**** Given data

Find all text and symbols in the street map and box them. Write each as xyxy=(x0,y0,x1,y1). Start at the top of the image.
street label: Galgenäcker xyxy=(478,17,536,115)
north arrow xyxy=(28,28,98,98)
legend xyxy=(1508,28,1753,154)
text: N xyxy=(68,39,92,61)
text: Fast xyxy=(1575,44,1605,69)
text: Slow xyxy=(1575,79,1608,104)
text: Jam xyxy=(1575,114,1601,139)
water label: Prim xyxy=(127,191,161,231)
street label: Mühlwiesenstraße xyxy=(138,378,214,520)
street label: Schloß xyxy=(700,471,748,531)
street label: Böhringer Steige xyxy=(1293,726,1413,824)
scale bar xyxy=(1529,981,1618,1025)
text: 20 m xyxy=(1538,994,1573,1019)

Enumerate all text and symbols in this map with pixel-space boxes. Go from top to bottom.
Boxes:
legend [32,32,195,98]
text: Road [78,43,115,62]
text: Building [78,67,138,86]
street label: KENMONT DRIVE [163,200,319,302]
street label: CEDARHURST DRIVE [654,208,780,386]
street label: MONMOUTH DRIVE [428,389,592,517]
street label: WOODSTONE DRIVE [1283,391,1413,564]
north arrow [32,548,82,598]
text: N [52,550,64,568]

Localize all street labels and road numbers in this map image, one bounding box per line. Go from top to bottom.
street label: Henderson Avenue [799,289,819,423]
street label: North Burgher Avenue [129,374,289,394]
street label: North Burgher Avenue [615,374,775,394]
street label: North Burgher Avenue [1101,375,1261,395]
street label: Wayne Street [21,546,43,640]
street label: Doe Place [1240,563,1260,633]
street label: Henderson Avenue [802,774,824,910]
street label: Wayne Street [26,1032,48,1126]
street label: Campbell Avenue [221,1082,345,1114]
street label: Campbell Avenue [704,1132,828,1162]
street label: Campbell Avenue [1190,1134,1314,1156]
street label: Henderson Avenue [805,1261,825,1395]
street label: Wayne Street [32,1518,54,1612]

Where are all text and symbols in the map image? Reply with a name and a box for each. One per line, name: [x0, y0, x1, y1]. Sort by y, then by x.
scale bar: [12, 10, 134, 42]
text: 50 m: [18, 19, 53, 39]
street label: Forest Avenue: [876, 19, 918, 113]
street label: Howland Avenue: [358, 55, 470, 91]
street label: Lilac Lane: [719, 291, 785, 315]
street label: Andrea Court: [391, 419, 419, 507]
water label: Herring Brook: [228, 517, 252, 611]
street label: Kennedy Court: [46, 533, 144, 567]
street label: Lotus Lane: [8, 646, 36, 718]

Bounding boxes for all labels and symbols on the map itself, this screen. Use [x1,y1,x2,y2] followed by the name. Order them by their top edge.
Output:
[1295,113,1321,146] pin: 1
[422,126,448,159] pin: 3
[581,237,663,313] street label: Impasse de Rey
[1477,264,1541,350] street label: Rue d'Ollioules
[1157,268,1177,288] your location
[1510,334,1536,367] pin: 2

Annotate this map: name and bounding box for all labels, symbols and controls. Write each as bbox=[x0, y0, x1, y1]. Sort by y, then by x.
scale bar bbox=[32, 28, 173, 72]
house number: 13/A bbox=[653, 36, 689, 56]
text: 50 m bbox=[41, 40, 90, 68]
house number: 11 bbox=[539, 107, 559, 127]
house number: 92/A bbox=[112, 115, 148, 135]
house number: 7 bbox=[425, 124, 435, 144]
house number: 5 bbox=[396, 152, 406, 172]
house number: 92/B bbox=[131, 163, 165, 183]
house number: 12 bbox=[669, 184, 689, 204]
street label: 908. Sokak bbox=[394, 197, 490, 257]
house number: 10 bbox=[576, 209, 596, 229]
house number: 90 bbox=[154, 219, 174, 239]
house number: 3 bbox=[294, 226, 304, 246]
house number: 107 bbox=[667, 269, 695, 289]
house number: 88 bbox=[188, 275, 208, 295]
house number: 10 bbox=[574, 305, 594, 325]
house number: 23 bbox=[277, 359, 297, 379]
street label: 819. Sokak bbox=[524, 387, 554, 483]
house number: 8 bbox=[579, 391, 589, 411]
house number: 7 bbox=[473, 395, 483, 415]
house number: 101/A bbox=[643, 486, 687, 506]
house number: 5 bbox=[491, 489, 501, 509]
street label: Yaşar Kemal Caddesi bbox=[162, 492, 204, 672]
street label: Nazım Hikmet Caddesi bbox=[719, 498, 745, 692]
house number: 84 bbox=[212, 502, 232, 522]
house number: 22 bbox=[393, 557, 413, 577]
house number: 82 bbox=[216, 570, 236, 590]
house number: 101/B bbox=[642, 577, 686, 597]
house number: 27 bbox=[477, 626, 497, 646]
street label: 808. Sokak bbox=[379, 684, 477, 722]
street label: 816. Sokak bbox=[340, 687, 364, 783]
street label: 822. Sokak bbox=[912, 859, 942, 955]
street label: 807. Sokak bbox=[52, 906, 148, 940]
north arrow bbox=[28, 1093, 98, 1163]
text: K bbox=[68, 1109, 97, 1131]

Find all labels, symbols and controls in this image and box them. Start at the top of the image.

********

### Problem statement
Could you transcribe each entry exactly as it stands?

### Output for this task
Find all text and symbols in the street map and box them. Write each as xyxy=(x0,y0,x1,y1). Start at the top of the image.
street label: Galgenäcker xyxy=(478,17,536,115)
north arrow xyxy=(28,28,98,98)
legend xyxy=(1508,28,1753,154)
text: N xyxy=(68,39,92,61)
text: Fast xyxy=(1575,44,1605,69)
text: Slow xyxy=(1575,79,1608,104)
text: Jam xyxy=(1575,114,1601,139)
water label: Prim xyxy=(127,191,161,231)
street label: Mühlwiesenstraße xyxy=(138,378,214,520)
street label: Schloß xyxy=(700,471,748,531)
street label: Böhringer Steige xyxy=(1293,726,1413,824)
scale bar xyxy=(1529,981,1618,1025)
text: 20 m xyxy=(1538,994,1573,1019)

Enumerate all text and symbols in this map with pixel-space boxes. Go from top to bottom.
Boxes:
legend [32,32,195,98]
text: Road [78,43,115,62]
text: Building [78,67,138,86]
street label: KENMONT DRIVE [163,200,319,302]
street label: CEDARHURST DRIVE [654,208,780,386]
street label: MONMOUTH DRIVE [428,389,592,517]
street label: WOODSTONE DRIVE [1283,391,1413,564]
north arrow [32,548,82,598]
text: N [52,550,64,568]

Localize all street labels and road numbers in this map image, one bounding box per line. Go from top to bottom.
street label: Henderson Avenue [799,289,819,423]
street label: North Burgher Avenue [129,374,289,394]
street label: North Burgher Avenue [615,374,775,394]
street label: North Burgher Avenue [1101,375,1261,395]
street label: Wayne Street [21,546,43,640]
street label: Doe Place [1240,563,1260,633]
street label: Henderson Avenue [802,774,824,910]
street label: Wayne Street [26,1032,48,1126]
street label: Campbell Avenue [221,1082,345,1114]
street label: Campbell Avenue [704,1132,828,1162]
street label: Campbell Avenue [1190,1134,1314,1156]
street label: Henderson Avenue [805,1261,825,1395]
street label: Wayne Street [32,1518,54,1612]

Where are all text and symbols in the map image? Reply with a name and a box for each. One per line, name: [x0, y0, x1, y1]. Sort by y, then by x.
scale bar: [12, 10, 134, 42]
text: 50 m: [18, 19, 53, 39]
street label: Forest Avenue: [876, 19, 918, 113]
street label: Howland Avenue: [358, 55, 470, 91]
street label: Lilac Lane: [719, 291, 785, 315]
street label: Andrea Court: [391, 419, 419, 507]
water label: Herring Brook: [228, 517, 252, 611]
street label: Kennedy Court: [46, 533, 144, 567]
street label: Lotus Lane: [8, 646, 36, 718]

Bounding boxes for all labels and symbols on the map itself, this screen. Use [x1,y1,x2,y2] followed by the name. Order them by their top edge.
Output:
[1295,113,1321,146] pin: 1
[422,126,448,159] pin: 3
[581,237,663,313] street label: Impasse de Rey
[1477,264,1541,350] street label: Rue d'Ollioules
[1157,268,1177,288] your location
[1510,334,1536,367] pin: 2

Annotate this map: name and bounding box for all labels, symbols and controls. Write each as bbox=[x0, y0, x1, y1]. Sort by y, then by x.
scale bar bbox=[32, 28, 173, 72]
house number: 13/A bbox=[653, 36, 689, 56]
text: 50 m bbox=[41, 40, 90, 68]
house number: 11 bbox=[539, 107, 559, 127]
house number: 92/A bbox=[112, 115, 148, 135]
house number: 7 bbox=[425, 124, 435, 144]
house number: 5 bbox=[396, 152, 406, 172]
house number: 92/B bbox=[131, 163, 165, 183]
house number: 12 bbox=[669, 184, 689, 204]
street label: 908. Sokak bbox=[394, 197, 490, 257]
house number: 10 bbox=[576, 209, 596, 229]
house number: 90 bbox=[154, 219, 174, 239]
house number: 3 bbox=[294, 226, 304, 246]
house number: 107 bbox=[667, 269, 695, 289]
house number: 88 bbox=[188, 275, 208, 295]
house number: 10 bbox=[574, 305, 594, 325]
house number: 23 bbox=[277, 359, 297, 379]
street label: 819. Sokak bbox=[524, 387, 554, 483]
house number: 8 bbox=[579, 391, 589, 411]
house number: 7 bbox=[473, 395, 483, 415]
house number: 101/A bbox=[643, 486, 687, 506]
house number: 5 bbox=[491, 489, 501, 509]
street label: Yaşar Kemal Caddesi bbox=[162, 492, 204, 672]
street label: Nazım Hikmet Caddesi bbox=[719, 498, 745, 692]
house number: 84 bbox=[212, 502, 232, 522]
house number: 22 bbox=[393, 557, 413, 577]
house number: 82 bbox=[216, 570, 236, 590]
house number: 101/B bbox=[642, 577, 686, 597]
house number: 27 bbox=[477, 626, 497, 646]
street label: 808. Sokak bbox=[379, 684, 477, 722]
street label: 816. Sokak bbox=[340, 687, 364, 783]
street label: 822. Sokak bbox=[912, 859, 942, 955]
street label: 807. Sokak bbox=[52, 906, 148, 940]
north arrow bbox=[28, 1093, 98, 1163]
text: K bbox=[68, 1109, 97, 1131]

Find all labels, symbols and controls in this image and box them. Start at the top of the image.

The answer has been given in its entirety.